- **Description of the task**: As you look over the data below, please find each line where the word "lines" appears, then copy it.

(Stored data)
****************
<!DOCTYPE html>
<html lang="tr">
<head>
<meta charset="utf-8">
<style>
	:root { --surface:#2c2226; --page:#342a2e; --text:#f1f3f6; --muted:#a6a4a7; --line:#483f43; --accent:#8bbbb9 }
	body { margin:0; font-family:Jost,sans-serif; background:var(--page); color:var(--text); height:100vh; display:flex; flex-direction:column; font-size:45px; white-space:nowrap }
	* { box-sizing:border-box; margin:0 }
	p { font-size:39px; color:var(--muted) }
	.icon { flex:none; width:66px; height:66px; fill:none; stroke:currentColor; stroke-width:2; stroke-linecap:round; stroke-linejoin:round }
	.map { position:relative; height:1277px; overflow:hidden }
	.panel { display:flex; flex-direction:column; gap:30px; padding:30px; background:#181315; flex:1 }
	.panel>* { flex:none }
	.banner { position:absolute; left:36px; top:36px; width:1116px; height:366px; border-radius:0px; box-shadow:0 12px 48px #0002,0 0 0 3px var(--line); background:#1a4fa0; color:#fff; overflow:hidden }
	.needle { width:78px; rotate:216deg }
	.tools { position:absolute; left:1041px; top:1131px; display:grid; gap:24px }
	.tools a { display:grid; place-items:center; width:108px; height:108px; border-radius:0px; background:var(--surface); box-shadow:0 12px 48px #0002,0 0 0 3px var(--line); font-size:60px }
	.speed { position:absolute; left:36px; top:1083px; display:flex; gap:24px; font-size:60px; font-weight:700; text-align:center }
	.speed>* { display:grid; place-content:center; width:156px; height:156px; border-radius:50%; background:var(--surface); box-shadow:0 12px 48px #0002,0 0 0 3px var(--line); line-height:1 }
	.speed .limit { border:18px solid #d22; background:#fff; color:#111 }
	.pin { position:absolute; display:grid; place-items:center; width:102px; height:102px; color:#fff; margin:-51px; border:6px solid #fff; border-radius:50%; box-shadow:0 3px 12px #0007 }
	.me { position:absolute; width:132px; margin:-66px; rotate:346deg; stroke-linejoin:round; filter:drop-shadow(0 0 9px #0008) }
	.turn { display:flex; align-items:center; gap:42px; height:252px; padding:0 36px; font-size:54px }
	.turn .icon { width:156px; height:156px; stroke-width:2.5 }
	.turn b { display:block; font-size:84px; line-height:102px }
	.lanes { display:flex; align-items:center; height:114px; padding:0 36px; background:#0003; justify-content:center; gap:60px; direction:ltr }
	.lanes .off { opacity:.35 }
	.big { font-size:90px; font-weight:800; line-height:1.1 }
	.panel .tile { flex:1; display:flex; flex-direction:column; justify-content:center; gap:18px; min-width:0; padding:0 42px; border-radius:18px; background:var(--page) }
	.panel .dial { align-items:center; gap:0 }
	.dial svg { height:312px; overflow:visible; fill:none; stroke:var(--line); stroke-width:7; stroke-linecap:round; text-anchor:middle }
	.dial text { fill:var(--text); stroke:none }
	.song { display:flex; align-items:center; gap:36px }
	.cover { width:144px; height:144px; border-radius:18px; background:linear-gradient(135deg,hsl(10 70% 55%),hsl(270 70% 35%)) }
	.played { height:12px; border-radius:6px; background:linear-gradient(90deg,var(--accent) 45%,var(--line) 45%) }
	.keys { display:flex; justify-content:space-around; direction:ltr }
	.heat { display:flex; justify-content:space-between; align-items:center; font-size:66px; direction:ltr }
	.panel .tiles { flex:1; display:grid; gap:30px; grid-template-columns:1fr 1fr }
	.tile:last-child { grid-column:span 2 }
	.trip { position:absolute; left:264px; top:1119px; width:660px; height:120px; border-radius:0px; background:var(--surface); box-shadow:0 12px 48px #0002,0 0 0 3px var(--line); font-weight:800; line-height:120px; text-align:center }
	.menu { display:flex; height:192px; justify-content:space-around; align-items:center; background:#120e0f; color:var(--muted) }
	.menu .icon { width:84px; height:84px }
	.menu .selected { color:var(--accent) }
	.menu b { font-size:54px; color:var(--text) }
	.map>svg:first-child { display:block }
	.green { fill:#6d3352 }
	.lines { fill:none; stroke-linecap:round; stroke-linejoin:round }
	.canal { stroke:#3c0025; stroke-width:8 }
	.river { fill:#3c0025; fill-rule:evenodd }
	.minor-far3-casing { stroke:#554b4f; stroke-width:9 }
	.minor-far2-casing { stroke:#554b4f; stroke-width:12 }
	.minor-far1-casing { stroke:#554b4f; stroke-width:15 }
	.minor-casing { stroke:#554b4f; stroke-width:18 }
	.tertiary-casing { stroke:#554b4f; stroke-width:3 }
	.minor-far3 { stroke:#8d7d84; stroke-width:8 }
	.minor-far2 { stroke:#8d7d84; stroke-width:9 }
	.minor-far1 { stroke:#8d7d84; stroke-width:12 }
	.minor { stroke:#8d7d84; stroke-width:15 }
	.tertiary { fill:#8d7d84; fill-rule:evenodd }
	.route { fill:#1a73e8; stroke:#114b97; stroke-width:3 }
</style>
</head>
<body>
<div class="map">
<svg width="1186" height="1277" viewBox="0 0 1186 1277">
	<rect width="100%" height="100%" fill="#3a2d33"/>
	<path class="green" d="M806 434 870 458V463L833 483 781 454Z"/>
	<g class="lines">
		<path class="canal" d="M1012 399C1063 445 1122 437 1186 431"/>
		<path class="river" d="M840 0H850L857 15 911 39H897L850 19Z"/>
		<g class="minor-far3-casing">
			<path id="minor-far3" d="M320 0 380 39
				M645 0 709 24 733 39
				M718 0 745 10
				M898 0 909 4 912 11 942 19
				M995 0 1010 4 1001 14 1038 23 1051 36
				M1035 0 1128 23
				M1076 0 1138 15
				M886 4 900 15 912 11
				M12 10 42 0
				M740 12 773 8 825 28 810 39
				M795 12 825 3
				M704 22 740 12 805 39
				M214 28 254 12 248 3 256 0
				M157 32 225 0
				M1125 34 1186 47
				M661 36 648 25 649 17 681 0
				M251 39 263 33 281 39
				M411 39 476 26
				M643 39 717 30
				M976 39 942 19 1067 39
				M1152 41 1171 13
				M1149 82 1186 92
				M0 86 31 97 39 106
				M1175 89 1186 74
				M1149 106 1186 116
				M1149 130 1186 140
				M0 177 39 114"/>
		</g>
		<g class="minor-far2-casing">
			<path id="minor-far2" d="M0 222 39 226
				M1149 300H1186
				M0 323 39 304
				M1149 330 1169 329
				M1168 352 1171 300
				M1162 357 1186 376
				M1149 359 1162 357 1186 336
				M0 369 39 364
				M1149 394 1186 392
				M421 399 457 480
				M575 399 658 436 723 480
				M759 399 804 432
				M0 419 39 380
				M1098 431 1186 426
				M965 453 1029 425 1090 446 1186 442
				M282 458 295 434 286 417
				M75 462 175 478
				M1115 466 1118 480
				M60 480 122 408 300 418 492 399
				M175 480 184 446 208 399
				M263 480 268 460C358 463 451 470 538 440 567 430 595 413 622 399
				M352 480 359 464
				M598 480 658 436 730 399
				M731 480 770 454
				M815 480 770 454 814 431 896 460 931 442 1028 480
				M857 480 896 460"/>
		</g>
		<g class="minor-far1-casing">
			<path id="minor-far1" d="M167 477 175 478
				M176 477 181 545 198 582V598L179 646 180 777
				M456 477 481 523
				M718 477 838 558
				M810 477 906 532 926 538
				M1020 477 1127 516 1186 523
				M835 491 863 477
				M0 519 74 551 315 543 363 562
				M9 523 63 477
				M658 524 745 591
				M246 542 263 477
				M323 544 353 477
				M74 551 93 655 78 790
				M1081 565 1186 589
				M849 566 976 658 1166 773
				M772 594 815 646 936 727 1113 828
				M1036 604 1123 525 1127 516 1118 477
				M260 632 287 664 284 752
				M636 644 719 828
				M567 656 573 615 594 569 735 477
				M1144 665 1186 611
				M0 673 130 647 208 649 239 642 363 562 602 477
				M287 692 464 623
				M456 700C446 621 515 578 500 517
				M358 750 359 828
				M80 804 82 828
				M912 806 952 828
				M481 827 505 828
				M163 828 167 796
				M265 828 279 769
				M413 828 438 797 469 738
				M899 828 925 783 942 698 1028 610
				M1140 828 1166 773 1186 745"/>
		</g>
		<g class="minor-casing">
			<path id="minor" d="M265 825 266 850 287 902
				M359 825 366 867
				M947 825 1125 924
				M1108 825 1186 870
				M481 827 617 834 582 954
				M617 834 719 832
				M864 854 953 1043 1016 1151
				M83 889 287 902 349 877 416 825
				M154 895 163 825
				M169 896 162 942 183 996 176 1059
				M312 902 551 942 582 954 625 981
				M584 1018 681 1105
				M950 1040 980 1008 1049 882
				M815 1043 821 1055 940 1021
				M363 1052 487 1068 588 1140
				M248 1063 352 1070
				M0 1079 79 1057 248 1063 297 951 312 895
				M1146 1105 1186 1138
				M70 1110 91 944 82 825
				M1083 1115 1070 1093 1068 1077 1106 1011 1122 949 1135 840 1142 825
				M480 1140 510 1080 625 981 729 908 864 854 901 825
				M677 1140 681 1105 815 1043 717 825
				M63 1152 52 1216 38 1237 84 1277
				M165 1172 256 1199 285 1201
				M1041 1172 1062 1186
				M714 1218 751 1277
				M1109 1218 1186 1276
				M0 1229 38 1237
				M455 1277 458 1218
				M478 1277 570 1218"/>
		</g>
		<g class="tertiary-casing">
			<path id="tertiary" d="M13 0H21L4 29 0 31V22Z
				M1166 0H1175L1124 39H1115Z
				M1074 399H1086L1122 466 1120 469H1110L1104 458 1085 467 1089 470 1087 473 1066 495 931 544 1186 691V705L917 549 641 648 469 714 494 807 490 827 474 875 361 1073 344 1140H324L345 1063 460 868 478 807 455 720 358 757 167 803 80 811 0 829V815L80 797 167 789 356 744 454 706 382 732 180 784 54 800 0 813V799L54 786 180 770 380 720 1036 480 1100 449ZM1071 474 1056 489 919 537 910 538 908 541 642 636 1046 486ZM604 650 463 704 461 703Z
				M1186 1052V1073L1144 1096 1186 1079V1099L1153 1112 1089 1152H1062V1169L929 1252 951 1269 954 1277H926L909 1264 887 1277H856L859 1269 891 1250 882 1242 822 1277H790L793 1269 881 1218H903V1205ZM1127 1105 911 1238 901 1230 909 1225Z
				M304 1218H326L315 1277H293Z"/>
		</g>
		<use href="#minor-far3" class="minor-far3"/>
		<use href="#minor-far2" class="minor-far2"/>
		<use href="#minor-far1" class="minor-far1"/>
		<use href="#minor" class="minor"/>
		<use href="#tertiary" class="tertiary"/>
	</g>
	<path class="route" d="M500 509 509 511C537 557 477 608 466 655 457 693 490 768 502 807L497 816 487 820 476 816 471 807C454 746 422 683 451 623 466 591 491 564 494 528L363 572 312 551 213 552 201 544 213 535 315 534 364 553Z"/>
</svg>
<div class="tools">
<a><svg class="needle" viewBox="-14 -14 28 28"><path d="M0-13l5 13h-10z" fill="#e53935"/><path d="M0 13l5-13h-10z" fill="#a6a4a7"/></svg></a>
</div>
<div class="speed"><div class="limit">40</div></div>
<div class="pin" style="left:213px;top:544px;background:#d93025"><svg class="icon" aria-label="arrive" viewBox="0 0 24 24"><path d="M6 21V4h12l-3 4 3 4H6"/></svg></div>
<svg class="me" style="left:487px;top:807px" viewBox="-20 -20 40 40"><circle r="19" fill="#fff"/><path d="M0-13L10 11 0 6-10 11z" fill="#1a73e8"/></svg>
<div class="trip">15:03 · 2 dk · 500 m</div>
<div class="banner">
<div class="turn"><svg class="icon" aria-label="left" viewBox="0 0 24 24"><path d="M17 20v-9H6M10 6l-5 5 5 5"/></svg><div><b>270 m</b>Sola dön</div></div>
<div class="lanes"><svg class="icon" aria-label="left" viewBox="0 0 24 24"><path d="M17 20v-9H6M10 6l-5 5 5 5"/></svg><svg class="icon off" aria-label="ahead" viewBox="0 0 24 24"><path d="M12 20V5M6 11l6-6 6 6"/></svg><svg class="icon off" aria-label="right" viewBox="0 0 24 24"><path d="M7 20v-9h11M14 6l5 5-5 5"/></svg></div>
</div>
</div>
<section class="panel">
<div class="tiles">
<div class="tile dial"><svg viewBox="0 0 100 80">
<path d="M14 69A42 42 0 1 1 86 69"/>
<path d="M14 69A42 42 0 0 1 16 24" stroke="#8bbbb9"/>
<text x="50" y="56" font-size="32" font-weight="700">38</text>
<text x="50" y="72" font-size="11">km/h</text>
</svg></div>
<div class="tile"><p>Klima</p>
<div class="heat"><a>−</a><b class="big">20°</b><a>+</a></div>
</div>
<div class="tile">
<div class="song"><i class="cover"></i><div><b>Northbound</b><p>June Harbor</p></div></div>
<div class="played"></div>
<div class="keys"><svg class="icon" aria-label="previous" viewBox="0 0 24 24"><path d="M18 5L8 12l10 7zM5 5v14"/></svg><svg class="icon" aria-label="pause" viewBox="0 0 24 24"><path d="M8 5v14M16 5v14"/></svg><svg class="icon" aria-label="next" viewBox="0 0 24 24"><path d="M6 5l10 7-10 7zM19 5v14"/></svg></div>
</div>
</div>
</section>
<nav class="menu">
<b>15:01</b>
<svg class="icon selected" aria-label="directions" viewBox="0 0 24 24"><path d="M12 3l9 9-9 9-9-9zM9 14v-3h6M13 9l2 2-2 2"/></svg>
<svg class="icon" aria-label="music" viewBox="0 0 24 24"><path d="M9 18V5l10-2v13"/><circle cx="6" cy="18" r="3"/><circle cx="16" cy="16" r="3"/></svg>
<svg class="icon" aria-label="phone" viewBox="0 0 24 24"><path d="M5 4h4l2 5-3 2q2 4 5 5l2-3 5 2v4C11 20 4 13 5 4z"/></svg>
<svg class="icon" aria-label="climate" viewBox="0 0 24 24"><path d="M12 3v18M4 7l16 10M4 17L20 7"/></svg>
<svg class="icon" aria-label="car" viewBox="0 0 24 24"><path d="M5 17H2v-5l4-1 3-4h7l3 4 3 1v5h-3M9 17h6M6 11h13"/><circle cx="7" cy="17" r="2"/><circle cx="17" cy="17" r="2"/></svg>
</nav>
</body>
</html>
****************
- **Answer box**:
	.lines { fill:none; stroke-linecap:round; stroke-linejoin:round }
	<g class="lines">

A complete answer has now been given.